Globally, securities regulators in developed markets like the U.S. and Europe do not have direct authority to remove social media content. However, they can penalize individuals involved in market fraud and misleading investment advice.
For instance, the U.S. Securities and Exchange Commission (SEC) has fined influencers and traders for promoting stocks without disclosure. In contrast, SEBI’s ability to take similar actions is hindered by its lack of access to digital evidence.
Experts argue that rather than seeking blanket digital surveillance powers, SEBI could focus on strengthening penalties for market manipulation and enhancing collaboration with law enforcement agencies.
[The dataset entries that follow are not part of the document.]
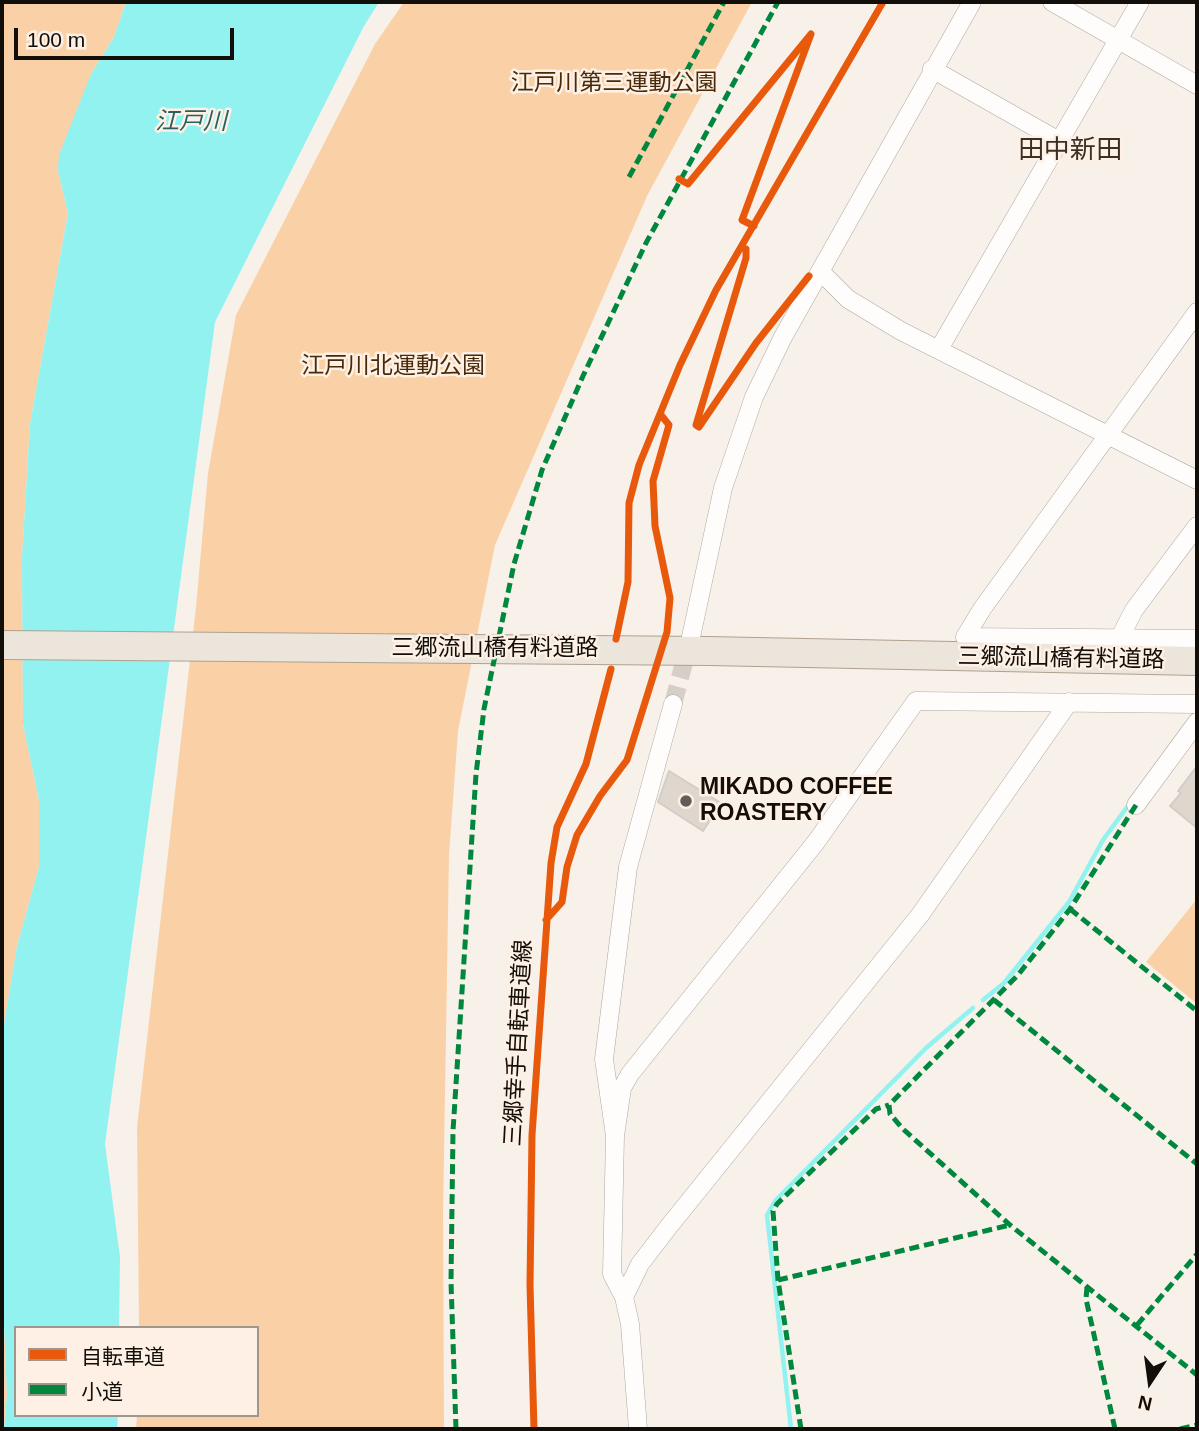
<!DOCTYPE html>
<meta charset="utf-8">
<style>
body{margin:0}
#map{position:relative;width:1199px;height:1431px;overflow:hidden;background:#f8f1ea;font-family:Arial,"Noto Sans JP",sans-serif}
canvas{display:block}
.frame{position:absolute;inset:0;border:4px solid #120e0a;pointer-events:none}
.legend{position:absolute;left:14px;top:1326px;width:245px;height:91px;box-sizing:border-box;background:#fef0e4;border:2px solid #a0968d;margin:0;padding:9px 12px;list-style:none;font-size:21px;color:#120e0a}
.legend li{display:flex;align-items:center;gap:14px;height:35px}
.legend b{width:35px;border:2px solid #a0968d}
.north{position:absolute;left:1115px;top:1347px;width:70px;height:70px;-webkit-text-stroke:5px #fef0e4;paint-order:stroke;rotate:193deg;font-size:19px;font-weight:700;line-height:28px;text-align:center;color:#120e0a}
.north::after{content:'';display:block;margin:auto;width:24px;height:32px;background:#120e0a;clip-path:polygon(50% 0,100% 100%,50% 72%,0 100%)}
.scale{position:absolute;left:14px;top:28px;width:220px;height:32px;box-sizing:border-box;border:4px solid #120e0a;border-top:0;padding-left:9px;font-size:21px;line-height:24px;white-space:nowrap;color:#120e0a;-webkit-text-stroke:5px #fef0e4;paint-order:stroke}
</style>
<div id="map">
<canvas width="1199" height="1431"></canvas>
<div class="frame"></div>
<ul class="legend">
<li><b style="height:9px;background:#e8590c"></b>自転車道</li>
<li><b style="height:9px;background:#00873e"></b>小道</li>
</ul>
<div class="north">N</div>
<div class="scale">100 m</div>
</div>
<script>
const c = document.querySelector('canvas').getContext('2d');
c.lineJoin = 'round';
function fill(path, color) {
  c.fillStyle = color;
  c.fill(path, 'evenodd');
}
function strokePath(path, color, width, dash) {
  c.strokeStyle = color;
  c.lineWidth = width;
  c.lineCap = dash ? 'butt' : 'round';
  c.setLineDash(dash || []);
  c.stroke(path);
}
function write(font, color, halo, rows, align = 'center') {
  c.font = font + ' Arial,"Noto Sans JP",sans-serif';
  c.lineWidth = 5;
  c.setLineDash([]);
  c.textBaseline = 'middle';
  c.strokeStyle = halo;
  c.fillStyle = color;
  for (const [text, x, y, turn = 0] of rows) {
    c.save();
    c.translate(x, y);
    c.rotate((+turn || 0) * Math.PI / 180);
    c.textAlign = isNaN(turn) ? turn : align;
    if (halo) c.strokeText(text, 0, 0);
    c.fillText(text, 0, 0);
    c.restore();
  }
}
fill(new Path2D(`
 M 2,2 L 126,2 L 114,37 L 91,74 L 58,171 L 68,213 L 30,424 L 22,558 L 23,724 L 39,800 L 39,867 L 17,946 L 4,1024 L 2,1067 Z
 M 404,2 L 752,2 L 647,196 L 495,545 L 458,731 L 449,855 L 443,1214 L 444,1429 L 136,1429 L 137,1415 L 257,1415 L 257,1328 L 139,1328 L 137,1127 L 196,607 L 208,473 L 236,315 L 375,44 Z
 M 1197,899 L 1197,1004 L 1146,962 Z
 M 2,1277 L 7,1396 L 4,1429 L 2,1429 Z`), '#fad1a6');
fill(new Path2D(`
 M 126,2 L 379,2 L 364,26 L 215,322 L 105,1144 L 120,1257 L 119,1328 L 16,1328 L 16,1415 L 118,1415 L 117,1429 L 4,1429 L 7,1396 L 2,1277 L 4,1024 L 17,946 L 39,867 L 39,800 L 23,724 L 22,558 L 30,424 L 68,213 L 58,171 L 59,155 L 91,74 L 114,37 Z`), '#91f2f0');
strokePath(new Path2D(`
 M 983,1000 L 1004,983 L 1069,902 L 1103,840 L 1130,803
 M 791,1429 L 767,1215 L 775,1201 L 926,1048 L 973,1008`), '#91f2f0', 4.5);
const building = new Path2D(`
 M 1197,766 L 1197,828 L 1170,806 L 1181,793 L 1178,791 Z
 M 669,771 L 721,803 L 703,831 L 658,802 Z`);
fill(building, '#dfd7ce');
strokePath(building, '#d3cdc8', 2);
strokePath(new Path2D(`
 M 673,704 L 689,644`), '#d6cfc8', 18, [18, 9]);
const street = new Path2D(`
 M 1052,2 L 1197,85
 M 932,69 L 1059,141
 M 821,272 L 848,299 L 901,331 L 1197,480
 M 939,349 L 1140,2
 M 691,637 L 723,488 L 754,397 L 783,337 L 972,2
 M 965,637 L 982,609 L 1197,312
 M 965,637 L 1197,639
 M 1119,639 L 1134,610 L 1197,526
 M 1136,805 L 1197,722
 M 615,1136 L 622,1088 L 630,1074 L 816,842 L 916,701 L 1197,704
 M 624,1297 L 640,1264 L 670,1225 L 920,915 L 1069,702
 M 638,1429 L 630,1324 L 624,1297 L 612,1274 L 615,1136 L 604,1059 L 628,867 L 673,704`);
const primary = new Path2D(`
 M 2,645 L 708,651 L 1197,661`);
strokePath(street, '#ada7a2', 19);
strokePath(primary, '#afa08f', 30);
strokePath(street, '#fefdfc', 18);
strokePath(primary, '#ece5dc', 28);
strokePath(new Path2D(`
 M 629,177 L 724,2
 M 1136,805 L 1070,909 L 1018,975 L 889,1105 L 890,1114 L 903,1129 L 1010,1225 L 1197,1375
 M 1070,909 L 1197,1011
 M 994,1000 L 1197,1164
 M 778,1280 L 1010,1225
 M 1087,1287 L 1086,1299 L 1115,1429
 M 1137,1325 L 1197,1254
 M 456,1429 L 451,1282 L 453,1131 L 476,774 L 484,709 L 514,564 L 542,470 L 583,376 L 646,243 L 778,2
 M 801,1429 L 778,1280 L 773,1211 L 777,1204 L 876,1109 L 889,1105
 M 1180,1429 L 1197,1425`), '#00873e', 5, [10, 5]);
strokePath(new Path2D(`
 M 679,179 L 688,184 L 811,34 L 742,220 L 754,226
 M 746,249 L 746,258 L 696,425 L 699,427 L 756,343 L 809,276
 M 616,639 L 628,582 L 629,503 L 639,465 L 680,365 L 716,290 L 883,2
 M 546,920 L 562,902 L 567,867 L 577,835 L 600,796 L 627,760 L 667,632 L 670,598 L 655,526 L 653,481 L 669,425 L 661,415
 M 534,1429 L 530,1285 L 532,1135 L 551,863 L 557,827 L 586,764 L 611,669`), '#e8590c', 7);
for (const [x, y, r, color] of [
 [686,801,7,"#625d58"]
]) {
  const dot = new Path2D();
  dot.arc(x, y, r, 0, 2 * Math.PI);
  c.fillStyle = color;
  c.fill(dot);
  strokePath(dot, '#fef0e4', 2.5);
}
write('23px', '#462a0a', '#fef0e4', [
 ["江戸川第三運動公園",614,84],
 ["江戸川北運動公園",393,367]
]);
write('23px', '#120e0a', '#fef0e4', [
 ["三郷流山橋有料道路",495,649],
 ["三郷流山橋有料道路",1061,659,1],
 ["三郷幸手自転車道線",519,1043,-87]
]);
write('bold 23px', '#120e0a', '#fef0e4', [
 ["MIKADO COFFEE",700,788],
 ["ROASTERY",700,814]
], 'left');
write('italic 24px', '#256160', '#fef0e4', [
 ["江戸川",191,122]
]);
write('26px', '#3a3026', '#fef0e4', [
 ["田中新田",1070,151]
]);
</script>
A Long-Standing Request Yet to Be Approved

This is not the first time SEBI has sought these powers. In August 2022, SEBI Chairperson Madhabi Puri Buch urged the government to allow the regulator to track digital conversations between individuals suspected of insider trading and other market frauds. However, the government denied the request, stating that such powers are typically reserved for agencies investigating serious crimes like terrorism and money laundering.
Instead, the government convened a meeting between SEBI and Meta Platforms (which owns WhatsApp) to direct the company to provide relevant information for ongoing investigations. Despite this intervention, SEBI continues to face hurdles in accessing key data that could aid in its market surveillance efforts.
A government official familiar with the matter noted that while the request is being examined again, granting SEBI these powers would require a significant policy shift that applies to all regulators, not just the capital markets watchdog.